> _About this task_: Every line of the records below that holds the word "turn" should be copied out.
Top of Provided records
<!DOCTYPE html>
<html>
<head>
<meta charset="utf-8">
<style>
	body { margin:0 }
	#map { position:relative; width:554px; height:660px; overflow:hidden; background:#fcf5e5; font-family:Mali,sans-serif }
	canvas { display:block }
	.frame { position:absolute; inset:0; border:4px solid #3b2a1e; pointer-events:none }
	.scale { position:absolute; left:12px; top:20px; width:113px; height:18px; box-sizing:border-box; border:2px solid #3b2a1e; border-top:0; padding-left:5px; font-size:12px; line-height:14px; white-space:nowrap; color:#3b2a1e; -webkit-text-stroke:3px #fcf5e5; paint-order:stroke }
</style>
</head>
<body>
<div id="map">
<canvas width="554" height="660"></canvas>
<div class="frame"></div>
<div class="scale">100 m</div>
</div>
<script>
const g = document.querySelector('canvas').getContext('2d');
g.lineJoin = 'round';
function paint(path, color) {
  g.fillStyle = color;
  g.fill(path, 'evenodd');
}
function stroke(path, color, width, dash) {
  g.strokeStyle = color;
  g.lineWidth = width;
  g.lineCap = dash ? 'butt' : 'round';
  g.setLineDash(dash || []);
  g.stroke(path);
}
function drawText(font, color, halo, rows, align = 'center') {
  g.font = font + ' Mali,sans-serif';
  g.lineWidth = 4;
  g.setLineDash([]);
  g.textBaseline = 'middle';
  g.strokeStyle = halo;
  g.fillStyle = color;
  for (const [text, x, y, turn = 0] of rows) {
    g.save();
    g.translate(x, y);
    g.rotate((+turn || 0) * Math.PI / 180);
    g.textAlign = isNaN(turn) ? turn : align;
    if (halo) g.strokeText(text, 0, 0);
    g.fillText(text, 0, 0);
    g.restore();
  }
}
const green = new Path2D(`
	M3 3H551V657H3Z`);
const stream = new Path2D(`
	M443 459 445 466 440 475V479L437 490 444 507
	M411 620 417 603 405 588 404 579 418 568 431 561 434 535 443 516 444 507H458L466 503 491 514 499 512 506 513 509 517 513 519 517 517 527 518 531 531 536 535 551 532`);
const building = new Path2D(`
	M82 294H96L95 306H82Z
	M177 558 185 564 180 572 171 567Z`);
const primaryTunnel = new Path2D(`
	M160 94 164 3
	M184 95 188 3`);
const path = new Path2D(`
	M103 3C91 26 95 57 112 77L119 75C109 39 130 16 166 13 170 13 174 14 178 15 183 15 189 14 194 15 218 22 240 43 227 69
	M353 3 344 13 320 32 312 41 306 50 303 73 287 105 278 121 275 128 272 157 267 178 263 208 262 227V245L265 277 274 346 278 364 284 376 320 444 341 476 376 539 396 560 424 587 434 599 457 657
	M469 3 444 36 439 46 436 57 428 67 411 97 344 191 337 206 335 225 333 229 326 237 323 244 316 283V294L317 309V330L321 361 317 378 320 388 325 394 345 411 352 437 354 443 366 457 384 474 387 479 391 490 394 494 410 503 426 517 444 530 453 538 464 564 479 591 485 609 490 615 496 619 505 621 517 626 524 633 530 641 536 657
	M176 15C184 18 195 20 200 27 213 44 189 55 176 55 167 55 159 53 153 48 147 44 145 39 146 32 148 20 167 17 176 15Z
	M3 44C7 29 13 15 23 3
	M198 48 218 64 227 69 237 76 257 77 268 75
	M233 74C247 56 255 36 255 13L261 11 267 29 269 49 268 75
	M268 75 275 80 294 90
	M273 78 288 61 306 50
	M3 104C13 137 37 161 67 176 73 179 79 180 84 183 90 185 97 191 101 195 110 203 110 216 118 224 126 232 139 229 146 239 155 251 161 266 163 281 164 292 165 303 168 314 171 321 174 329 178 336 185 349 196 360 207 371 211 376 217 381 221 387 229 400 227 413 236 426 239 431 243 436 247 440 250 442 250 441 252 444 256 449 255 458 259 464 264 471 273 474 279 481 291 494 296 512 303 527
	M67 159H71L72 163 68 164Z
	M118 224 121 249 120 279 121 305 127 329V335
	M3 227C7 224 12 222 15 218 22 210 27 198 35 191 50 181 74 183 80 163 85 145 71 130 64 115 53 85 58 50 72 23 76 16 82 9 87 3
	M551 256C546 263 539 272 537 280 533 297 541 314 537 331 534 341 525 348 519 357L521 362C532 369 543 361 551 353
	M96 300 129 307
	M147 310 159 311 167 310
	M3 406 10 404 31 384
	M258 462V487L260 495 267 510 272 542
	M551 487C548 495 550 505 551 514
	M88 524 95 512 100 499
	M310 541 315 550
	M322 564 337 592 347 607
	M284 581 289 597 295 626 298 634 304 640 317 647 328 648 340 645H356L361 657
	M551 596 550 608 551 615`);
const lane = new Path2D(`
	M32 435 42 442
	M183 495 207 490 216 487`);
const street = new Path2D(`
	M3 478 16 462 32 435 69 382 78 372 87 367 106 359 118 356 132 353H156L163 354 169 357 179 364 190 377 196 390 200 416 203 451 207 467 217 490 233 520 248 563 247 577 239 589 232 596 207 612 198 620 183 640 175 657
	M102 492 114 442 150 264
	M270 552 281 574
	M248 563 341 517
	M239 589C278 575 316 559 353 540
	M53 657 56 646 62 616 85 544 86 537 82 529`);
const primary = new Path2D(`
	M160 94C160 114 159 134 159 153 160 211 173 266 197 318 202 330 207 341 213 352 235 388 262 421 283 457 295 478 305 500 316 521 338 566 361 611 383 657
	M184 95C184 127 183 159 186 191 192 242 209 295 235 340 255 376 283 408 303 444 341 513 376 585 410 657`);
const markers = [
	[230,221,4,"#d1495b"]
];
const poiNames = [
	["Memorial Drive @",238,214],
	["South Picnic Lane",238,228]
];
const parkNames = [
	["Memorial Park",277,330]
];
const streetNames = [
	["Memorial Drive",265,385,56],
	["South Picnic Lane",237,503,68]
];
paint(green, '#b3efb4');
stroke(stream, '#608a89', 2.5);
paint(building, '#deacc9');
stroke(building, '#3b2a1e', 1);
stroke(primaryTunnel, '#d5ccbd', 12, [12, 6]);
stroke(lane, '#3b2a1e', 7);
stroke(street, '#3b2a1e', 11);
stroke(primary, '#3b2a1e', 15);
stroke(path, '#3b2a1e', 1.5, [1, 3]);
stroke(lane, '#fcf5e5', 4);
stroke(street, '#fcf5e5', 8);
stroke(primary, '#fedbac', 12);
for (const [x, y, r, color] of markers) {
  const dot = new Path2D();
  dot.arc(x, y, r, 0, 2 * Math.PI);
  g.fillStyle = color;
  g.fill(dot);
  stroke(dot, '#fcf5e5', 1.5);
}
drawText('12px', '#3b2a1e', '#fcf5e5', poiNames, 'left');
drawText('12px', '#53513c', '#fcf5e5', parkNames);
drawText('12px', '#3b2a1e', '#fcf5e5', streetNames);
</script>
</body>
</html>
Bottom of Provided records
> _Expected output_:
  for (const [text, x, y, turn = 0] of rows) {
    g.rotate((+turn || 0) * Math.PI / 180);
    g.textAlign = isNaN(turn) ? turn : align;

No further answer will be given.